***** Dataset content
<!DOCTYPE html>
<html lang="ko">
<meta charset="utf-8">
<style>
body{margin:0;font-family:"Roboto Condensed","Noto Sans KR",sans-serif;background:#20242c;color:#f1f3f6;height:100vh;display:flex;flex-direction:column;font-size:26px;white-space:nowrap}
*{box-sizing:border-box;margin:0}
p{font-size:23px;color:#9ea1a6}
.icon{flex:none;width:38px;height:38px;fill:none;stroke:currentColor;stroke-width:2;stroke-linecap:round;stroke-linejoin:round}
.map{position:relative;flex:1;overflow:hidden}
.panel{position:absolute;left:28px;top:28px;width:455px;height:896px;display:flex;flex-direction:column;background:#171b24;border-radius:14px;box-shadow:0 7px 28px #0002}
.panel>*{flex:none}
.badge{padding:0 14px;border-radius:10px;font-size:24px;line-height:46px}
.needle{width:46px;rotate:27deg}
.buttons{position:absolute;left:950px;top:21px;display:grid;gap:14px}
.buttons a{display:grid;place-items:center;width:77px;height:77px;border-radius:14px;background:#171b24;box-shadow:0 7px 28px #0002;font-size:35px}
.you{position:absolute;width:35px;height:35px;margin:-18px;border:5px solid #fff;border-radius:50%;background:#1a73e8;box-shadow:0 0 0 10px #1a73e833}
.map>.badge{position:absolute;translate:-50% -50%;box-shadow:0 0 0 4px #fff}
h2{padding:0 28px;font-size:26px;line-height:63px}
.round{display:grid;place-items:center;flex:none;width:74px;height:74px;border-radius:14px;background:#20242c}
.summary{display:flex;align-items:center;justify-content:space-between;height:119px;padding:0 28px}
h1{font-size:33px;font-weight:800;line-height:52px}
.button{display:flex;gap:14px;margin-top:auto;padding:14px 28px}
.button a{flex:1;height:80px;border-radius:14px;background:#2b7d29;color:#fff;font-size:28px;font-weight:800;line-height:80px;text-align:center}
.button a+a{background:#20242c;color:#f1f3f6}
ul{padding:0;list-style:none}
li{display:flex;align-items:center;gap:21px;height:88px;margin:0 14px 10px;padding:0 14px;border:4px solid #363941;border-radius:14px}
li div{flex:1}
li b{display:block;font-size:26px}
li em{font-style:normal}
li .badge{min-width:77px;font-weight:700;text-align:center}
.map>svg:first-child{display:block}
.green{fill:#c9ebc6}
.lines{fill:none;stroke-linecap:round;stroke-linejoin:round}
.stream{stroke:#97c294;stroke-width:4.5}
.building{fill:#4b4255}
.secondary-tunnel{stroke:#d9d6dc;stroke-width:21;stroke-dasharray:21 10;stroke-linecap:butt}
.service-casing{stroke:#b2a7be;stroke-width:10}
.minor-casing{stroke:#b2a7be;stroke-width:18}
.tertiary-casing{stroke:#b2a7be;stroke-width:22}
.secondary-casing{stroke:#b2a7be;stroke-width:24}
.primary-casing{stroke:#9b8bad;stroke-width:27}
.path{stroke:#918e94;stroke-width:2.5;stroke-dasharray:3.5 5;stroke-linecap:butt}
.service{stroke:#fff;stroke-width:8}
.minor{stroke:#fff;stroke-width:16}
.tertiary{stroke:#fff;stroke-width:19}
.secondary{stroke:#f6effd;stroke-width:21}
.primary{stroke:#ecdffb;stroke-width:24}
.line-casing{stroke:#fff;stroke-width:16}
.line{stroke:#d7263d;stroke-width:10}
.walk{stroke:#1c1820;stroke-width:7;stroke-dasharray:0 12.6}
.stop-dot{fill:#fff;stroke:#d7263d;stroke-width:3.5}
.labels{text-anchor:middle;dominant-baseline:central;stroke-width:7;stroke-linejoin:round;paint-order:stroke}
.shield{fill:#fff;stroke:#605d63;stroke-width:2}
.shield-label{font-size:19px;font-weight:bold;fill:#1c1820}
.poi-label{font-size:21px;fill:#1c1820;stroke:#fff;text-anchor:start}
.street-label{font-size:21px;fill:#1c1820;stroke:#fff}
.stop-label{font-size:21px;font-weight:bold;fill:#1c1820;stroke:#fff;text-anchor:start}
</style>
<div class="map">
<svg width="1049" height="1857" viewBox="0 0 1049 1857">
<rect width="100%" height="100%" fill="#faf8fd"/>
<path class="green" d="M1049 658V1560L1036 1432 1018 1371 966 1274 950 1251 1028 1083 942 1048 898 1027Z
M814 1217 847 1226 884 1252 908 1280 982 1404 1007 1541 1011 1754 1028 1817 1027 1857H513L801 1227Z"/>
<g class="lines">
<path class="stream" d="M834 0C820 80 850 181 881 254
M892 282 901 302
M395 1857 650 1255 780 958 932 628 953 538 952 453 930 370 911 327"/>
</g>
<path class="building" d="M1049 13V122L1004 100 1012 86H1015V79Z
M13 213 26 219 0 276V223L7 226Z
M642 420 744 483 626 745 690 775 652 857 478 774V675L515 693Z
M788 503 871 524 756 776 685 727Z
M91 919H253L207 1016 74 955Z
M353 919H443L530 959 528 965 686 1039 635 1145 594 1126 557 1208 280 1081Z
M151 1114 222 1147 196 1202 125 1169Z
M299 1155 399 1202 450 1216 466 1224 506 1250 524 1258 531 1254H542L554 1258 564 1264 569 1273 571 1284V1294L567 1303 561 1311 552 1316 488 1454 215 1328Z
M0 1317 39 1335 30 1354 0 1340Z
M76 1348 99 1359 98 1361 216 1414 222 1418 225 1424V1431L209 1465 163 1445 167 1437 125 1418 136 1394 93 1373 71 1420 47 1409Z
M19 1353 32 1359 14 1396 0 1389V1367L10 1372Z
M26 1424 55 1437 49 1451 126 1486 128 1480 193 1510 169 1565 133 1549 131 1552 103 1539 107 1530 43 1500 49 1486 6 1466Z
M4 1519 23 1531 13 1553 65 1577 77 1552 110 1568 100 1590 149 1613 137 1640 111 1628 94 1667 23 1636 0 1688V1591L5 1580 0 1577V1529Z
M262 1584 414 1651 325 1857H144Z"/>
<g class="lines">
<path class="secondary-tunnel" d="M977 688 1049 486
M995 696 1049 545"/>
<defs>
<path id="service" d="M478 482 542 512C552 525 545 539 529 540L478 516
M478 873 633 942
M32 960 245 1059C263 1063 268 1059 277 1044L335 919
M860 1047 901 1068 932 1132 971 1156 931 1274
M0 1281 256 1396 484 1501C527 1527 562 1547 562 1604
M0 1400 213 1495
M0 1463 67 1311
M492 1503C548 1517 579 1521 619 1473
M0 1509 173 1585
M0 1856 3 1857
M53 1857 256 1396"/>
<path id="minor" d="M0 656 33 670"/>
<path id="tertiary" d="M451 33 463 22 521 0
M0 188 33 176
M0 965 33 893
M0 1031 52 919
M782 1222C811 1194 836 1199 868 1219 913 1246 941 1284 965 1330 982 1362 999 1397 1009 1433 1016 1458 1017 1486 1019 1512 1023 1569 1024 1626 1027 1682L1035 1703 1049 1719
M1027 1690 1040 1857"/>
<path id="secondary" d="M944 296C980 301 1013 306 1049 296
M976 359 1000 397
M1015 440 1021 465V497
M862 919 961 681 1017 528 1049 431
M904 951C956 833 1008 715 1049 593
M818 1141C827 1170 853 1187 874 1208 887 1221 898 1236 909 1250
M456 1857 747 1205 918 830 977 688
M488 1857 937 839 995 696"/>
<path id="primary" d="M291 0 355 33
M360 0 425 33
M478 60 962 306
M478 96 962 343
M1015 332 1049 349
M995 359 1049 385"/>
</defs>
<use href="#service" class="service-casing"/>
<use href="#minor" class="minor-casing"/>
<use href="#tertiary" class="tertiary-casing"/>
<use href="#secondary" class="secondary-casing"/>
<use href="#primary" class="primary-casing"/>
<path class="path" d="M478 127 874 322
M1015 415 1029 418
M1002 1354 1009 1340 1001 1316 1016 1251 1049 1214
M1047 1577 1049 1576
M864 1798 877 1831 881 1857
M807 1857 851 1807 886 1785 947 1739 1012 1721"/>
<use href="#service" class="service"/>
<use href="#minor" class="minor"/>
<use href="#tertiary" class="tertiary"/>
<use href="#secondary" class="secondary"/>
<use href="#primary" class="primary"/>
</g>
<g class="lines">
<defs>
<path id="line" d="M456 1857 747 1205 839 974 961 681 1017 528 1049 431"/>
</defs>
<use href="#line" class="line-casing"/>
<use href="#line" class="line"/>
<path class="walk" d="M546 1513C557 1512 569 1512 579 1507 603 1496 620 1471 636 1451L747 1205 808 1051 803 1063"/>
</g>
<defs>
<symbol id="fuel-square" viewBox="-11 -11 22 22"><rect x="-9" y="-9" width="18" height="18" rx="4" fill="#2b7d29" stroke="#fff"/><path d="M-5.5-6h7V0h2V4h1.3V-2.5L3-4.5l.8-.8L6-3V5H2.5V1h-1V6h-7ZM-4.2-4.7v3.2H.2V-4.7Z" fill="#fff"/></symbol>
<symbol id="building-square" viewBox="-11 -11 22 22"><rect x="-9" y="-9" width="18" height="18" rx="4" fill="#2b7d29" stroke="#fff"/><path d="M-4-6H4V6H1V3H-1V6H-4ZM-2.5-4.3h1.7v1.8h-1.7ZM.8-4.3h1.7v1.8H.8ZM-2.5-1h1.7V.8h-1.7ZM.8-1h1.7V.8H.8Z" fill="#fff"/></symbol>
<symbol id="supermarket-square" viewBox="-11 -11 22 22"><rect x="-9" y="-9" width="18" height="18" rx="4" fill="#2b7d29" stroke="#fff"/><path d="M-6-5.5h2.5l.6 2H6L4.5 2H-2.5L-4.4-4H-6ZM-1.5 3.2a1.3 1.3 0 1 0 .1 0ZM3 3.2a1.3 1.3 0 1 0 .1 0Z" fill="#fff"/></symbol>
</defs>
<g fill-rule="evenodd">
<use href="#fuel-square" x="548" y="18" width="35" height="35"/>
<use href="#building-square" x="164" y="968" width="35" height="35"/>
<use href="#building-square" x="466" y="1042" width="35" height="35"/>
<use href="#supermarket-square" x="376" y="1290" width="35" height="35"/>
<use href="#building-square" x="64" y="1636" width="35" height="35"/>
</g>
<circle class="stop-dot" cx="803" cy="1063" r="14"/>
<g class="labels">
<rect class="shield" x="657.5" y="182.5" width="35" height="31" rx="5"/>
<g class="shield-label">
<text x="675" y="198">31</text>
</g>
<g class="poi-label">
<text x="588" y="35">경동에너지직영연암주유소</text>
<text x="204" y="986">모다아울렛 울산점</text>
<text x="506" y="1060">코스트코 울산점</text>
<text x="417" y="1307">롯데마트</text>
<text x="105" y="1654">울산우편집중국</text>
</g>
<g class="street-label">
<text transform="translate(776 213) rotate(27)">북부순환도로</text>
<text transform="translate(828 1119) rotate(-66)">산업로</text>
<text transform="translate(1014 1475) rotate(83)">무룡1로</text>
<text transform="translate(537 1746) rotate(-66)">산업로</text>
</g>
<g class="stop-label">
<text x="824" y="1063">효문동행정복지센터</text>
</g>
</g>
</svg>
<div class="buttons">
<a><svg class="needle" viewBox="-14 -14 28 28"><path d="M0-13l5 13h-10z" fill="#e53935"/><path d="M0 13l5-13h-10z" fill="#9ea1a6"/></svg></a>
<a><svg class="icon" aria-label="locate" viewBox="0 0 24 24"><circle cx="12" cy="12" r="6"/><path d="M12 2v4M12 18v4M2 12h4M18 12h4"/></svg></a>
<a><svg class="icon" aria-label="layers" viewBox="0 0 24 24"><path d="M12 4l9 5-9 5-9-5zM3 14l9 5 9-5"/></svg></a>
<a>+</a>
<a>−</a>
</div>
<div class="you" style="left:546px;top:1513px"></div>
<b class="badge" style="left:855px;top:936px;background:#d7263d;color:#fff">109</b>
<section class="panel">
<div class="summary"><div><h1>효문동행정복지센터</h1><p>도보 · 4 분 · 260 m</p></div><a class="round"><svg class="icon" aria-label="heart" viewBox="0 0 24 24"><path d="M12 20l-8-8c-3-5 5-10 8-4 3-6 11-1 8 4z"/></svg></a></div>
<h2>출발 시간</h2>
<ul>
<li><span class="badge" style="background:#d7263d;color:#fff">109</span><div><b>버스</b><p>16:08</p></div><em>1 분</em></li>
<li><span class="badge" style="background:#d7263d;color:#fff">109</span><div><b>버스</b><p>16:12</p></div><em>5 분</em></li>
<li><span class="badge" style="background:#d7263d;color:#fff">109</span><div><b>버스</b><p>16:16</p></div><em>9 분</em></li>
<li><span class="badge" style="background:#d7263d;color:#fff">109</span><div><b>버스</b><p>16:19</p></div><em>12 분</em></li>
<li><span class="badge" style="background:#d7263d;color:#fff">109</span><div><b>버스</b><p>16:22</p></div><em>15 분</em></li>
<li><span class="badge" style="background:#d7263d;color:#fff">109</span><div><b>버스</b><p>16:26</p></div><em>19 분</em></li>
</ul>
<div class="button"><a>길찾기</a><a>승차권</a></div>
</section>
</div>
**********
▸ **Work instruction**
Report the number of lines in the entries above that include the word "linecap" and add nothing to it.

▸ **Answer box**
4